*** GIVEN RECORDS ***

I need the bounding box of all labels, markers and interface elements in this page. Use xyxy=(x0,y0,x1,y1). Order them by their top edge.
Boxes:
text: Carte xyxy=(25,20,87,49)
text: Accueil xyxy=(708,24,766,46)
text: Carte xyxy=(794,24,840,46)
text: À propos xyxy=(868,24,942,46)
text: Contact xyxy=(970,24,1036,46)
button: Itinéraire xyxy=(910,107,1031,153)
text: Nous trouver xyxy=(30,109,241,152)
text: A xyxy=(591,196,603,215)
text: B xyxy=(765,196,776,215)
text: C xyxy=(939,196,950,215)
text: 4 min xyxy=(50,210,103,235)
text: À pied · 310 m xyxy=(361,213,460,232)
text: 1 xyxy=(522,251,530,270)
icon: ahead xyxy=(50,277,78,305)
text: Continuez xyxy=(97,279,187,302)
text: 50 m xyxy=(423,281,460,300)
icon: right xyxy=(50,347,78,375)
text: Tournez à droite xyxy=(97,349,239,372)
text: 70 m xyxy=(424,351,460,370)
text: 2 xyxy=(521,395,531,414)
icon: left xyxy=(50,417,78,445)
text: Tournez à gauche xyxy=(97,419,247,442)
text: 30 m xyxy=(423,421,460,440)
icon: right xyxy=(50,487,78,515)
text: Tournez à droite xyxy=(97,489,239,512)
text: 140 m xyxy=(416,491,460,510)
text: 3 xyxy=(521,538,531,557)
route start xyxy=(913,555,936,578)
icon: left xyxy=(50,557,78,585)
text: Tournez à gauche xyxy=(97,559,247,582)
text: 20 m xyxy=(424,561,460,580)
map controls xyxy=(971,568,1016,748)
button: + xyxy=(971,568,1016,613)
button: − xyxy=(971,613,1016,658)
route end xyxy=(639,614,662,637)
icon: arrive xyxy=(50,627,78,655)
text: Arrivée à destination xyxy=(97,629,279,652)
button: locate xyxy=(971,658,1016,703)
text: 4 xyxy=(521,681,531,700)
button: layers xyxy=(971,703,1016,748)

*** End of GIVEN RECORDS ***

→ TASK DETAILS
Output all of the data without altering a single line.

→ SOLUTION TO THE EXERCISE
I need the bounding box of all labels, markers and interface elements in this page. Use xyxy=(x0,y0,x1,y1). Order them by their top edge.
Boxes:
text: Carte xyxy=(25,20,87,49)
text: Accueil xyxy=(708,24,766,46)
text: Carte xyxy=(794,24,840,46)
text: À propos xyxy=(868,24,942,46)
text: Contact xyxy=(970,24,1036,46)
button: Itinéraire xyxy=(910,107,1031,153)
text: Nous trouver xyxy=(30,109,241,152)
text: A xyxy=(591,196,603,215)
text: B xyxy=(765,196,776,215)
text: C xyxy=(939,196,950,215)
text: 4 min xyxy=(50,210,103,235)
text: À pied · 310 m xyxy=(361,213,460,232)
text: 1 xyxy=(522,251,530,270)
icon: ahead xyxy=(50,277,78,305)
text: Continuez xyxy=(97,279,187,302)
text: 50 m xyxy=(423,281,460,300)
icon: right xyxy=(50,347,78,375)
text: Tournez à droite xyxy=(97,349,239,372)
text: 70 m xyxy=(424,351,460,370)
text: 2 xyxy=(521,395,531,414)
icon: left xyxy=(50,417,78,445)
text: Tournez à gauche xyxy=(97,419,247,442)
text: 30 m xyxy=(423,421,460,440)
icon: right xyxy=(50,487,78,515)
text: Tournez à droite xyxy=(97,489,239,512)
text: 140 m xyxy=(416,491,460,510)
text: 3 xyxy=(521,538,531,557)
route start xyxy=(913,555,936,578)
icon: left xyxy=(50,557,78,585)
text: Tournez à gauche xyxy=(97,559,247,582)
text: 20 m xyxy=(424,561,460,580)
map controls xyxy=(971,568,1016,748)
button: + xyxy=(971,568,1016,613)
button: − xyxy=(971,613,1016,658)
route end xyxy=(639,614,662,637)
icon: arrive xyxy=(50,627,78,655)
text: Arrivée à destination xyxy=(97,629,279,652)
button: locate xyxy=(971,658,1016,703)
text: 4 xyxy=(521,681,531,700)
button: layers xyxy=(971,703,1016,748)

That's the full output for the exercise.